What is encryption? From the Caesar cipher to modern information guardians of quantum security.

When you pay for a cup of coffee with your phone, send private messages in a chat app, or store work files in the cloud, an invisible guardian—encryption—operates behind the scenes. Derived from the Greek words "kryptós" (hidden) and "graphía" (writing), encryption is essentially the science of converting information into an unreadable form through mathematical algorithms, protecting data in untrusted environments. The National Institute of Standards and Technology (NIST) defines it as a discipline that embodies the principles, means, and methods of data transformation, with the core goal of preventing unauthorized use or alteration of sensitive information.

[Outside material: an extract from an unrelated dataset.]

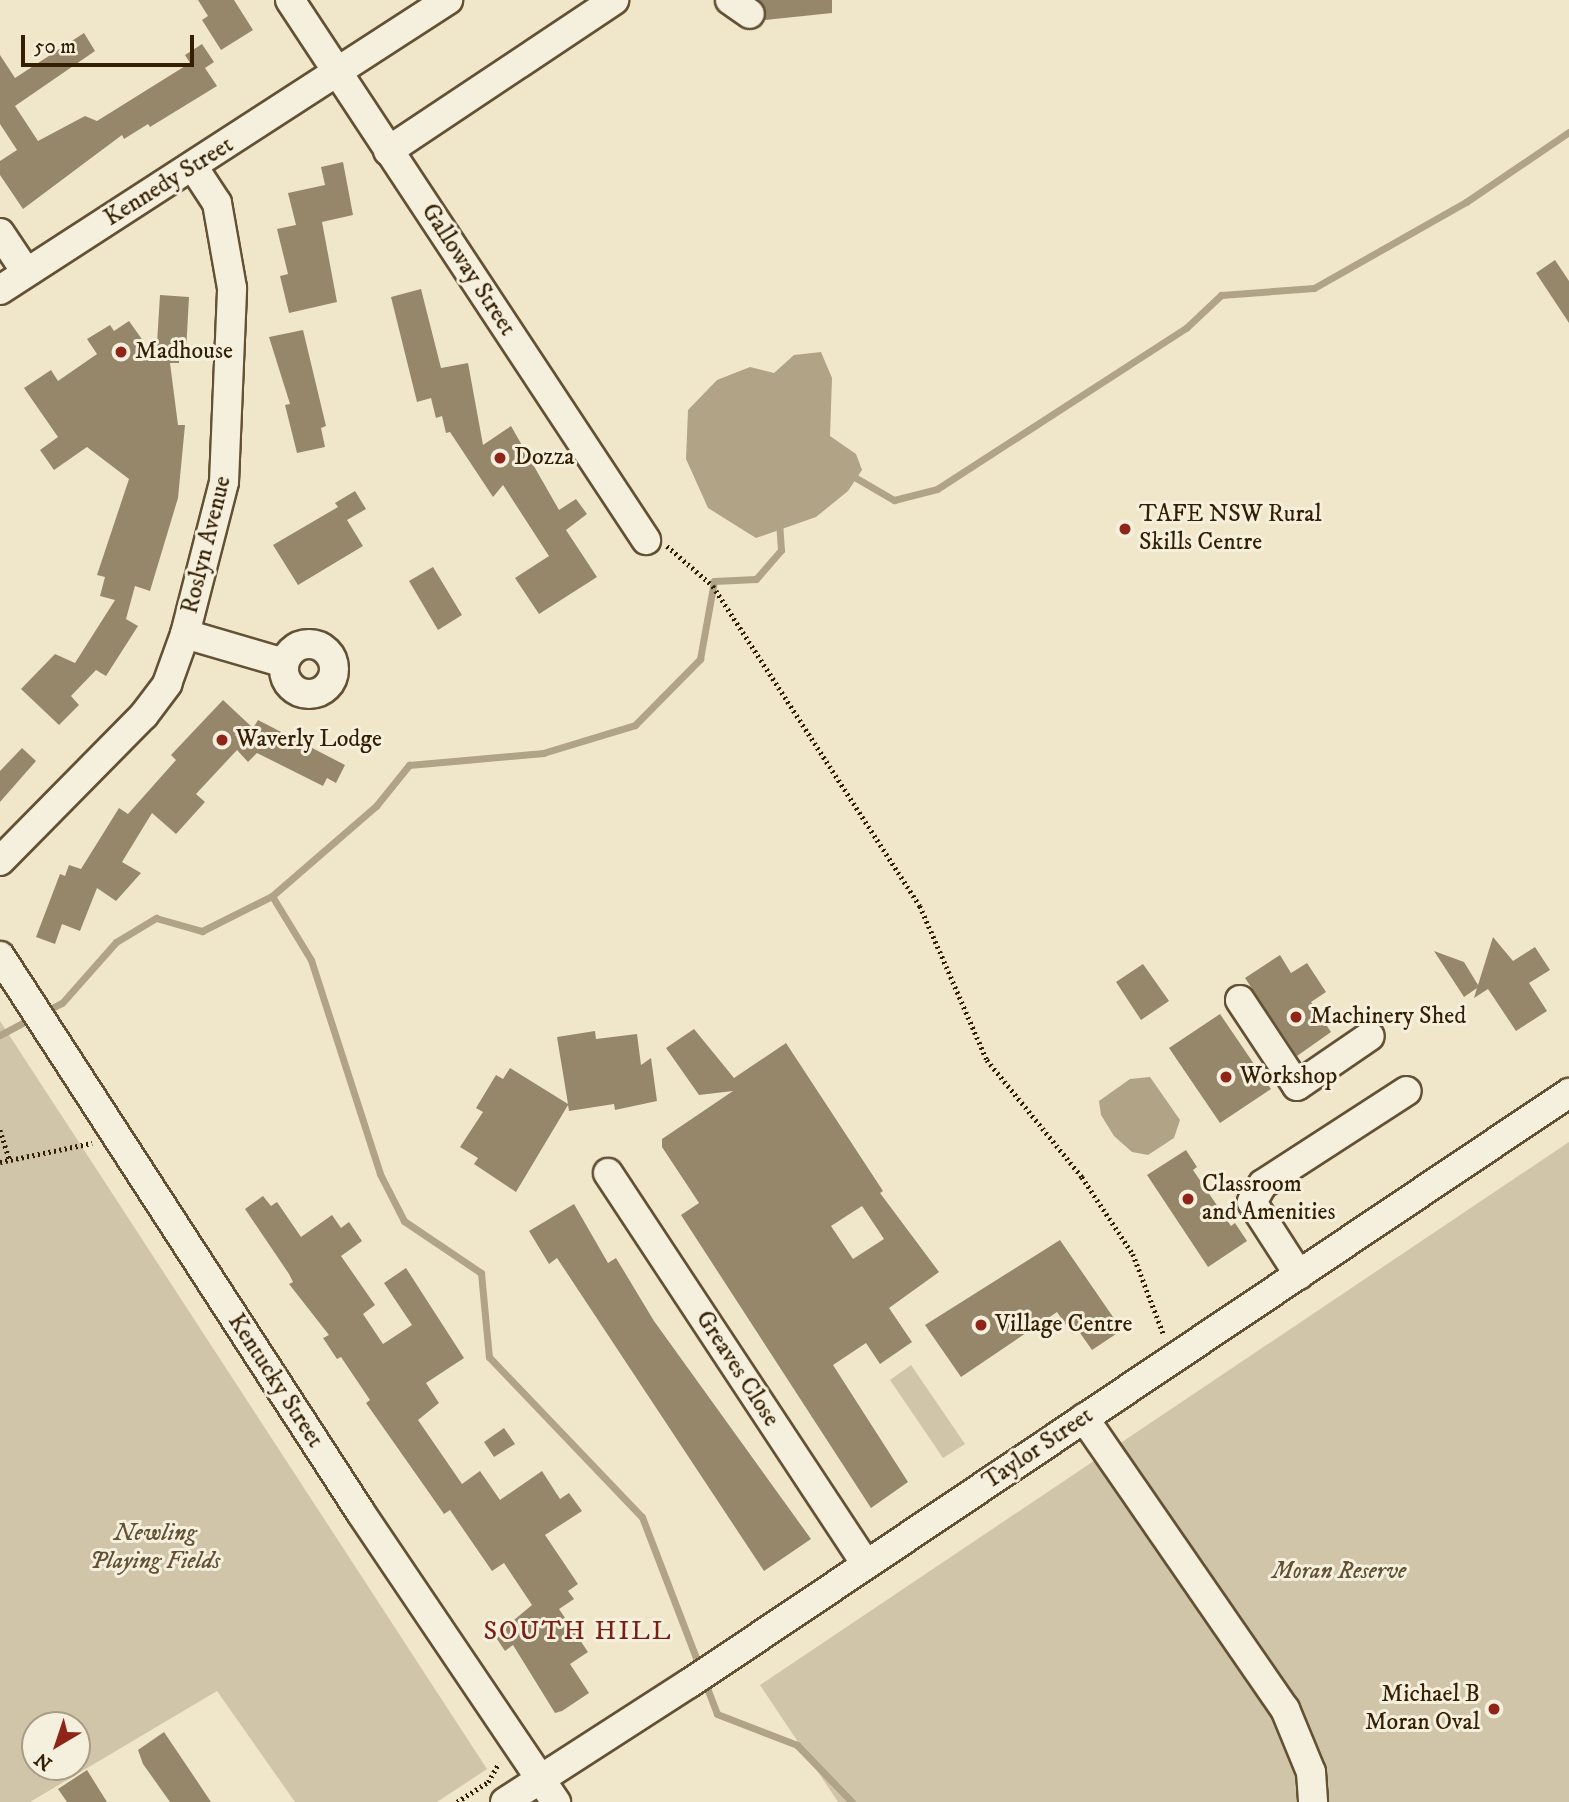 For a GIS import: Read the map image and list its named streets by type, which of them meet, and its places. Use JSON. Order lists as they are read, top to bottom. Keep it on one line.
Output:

##Millennium Evolution: From Physical Steganography to Mathematical Labyrinth The history of encryption intertwines with human civilization:

• Classical Period (BC - late 19th century): The Chinese Western Zhou "Yin Fu" used bamboo strips of different lengths to convey military information (three inches = defeat, five inches = request for aid); the Roman Caesar cipher encrypted commands by shifting letters (e.g., a shift of 3: A→D); the ancient Greek Spartan stick (Scytale) achieved information concealment by winding parchment around a wooden stick.
• Mechanical Revolution (1900 - 1950): The Nazi ENIGMA cipher machine generated 10¹⁴ types of keys using rotor combinations, which was once considered "unbreakable" until Turing's team deciphered its encrypted messages with the "Colossus" computer, turning the tide of World War II.
• Modern Foundation (1949 to Present): In 1949, Shannon proposed the theories of diffusion (the plaintext affects multiple ciphertexts) and confusion (the relationship between ciphertext and key is complicated), pushing encryption towards mathematical formalization. In 1976, Diffie-Hellman pioneered the public key cryptosystem, solving the key distribution problem; the following year, the RSA Algorithm utilized the complexity of large number factorization, laying the cornerstone for asymmetric encryption.

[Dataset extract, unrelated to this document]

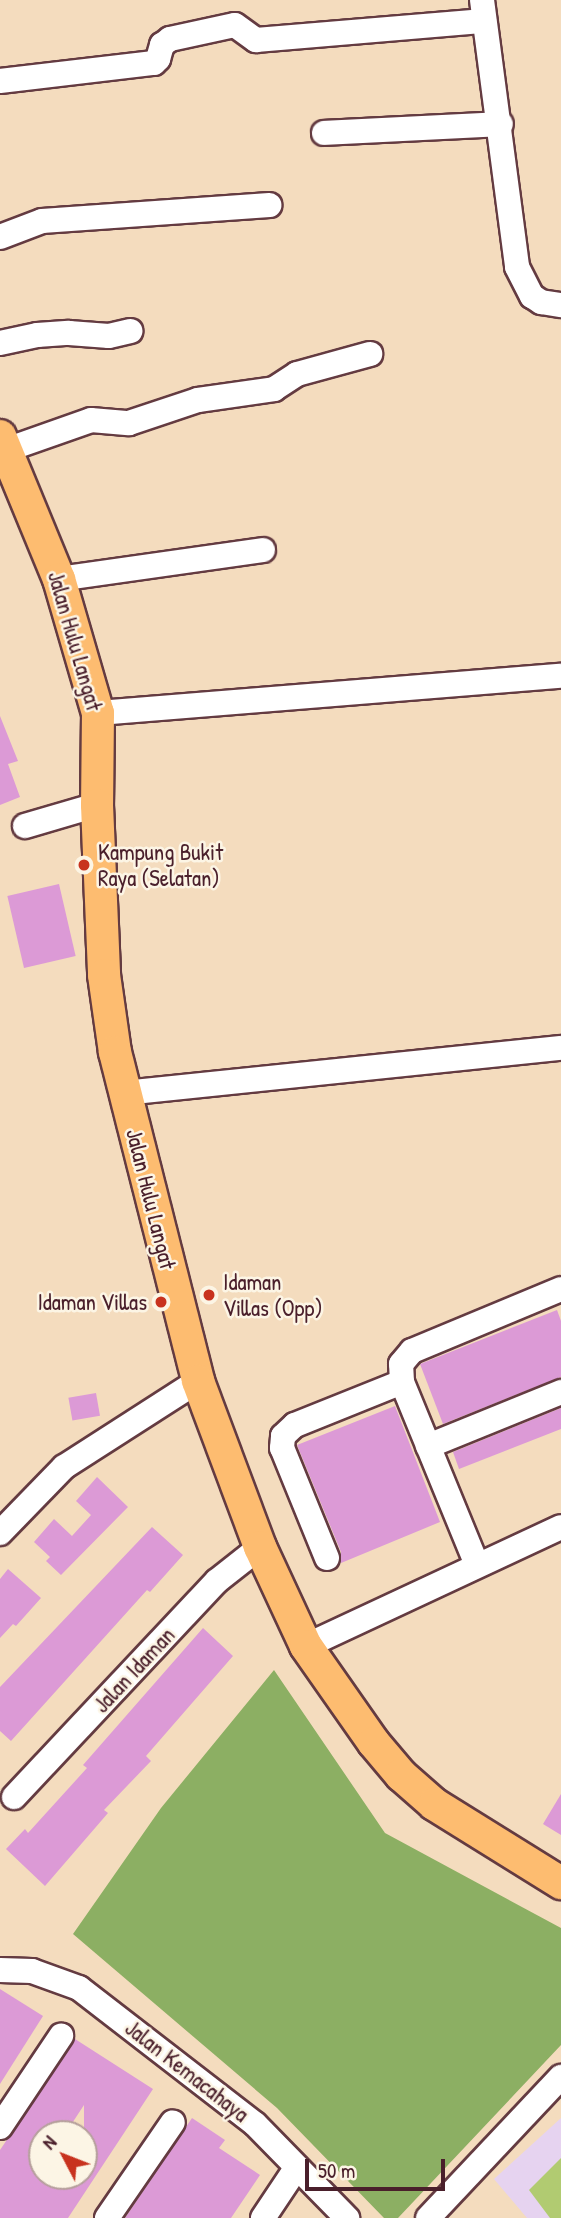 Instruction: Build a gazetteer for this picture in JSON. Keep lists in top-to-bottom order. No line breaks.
{"streets":{"main road":["Jalan Hulu Langat"],"street":["Jalan Idaman","Jalan Kemacahaya"]},"crossings":[["Jalan Hulu Langat","Jalan Idaman"]],"places":["Kampung Bukit Raya (Selatan)","Idaman Villas (Opp)","Idaman Villas"],"scale_bar":"50 m","north":"top left"}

##Five Core Objectives: Building the Pillars of Digital Trust Modern encryption achieves five layers of protection through technology:

1. Confidentiality: AES-256 encryption of bank card numbers to ensure that only authorized parties can read.
2. Integrity: SHA-3 hash value verifies whether the electronic contract has been tampered with during transmission.
3. Authentication: RSA digital certificates verify the authenticity of website servers, defending against phishing attacks.
4. Non-repudiation: ECDSA signatures ensure that the initiator of a Bitcoin transaction cannot deny it.
5. Availability: The design of anti-attack algorithms ensures the continuous availability of encryption services.

##Three Main Types of Technology: Symmetric, Asymmetric, and Hybrid Collaboration

• Symmetric encryption: Algorithms like AES and SM4 are fast single-key algorithms, suitable for large data encryption (such as full disk encryption), but key distribution requires a secure channel.
• Asymmetric encryption: RSA, ECC public key encryption and private key decryption, solving the pain point of key distribution, supporting the digital certificate system, but with a relatively large computational overhead.
• Hybrid System: The TLS 1.3 protocol uses RSA for key exchange during the handshake phase and AES for data transmission, balancing security and efficiency.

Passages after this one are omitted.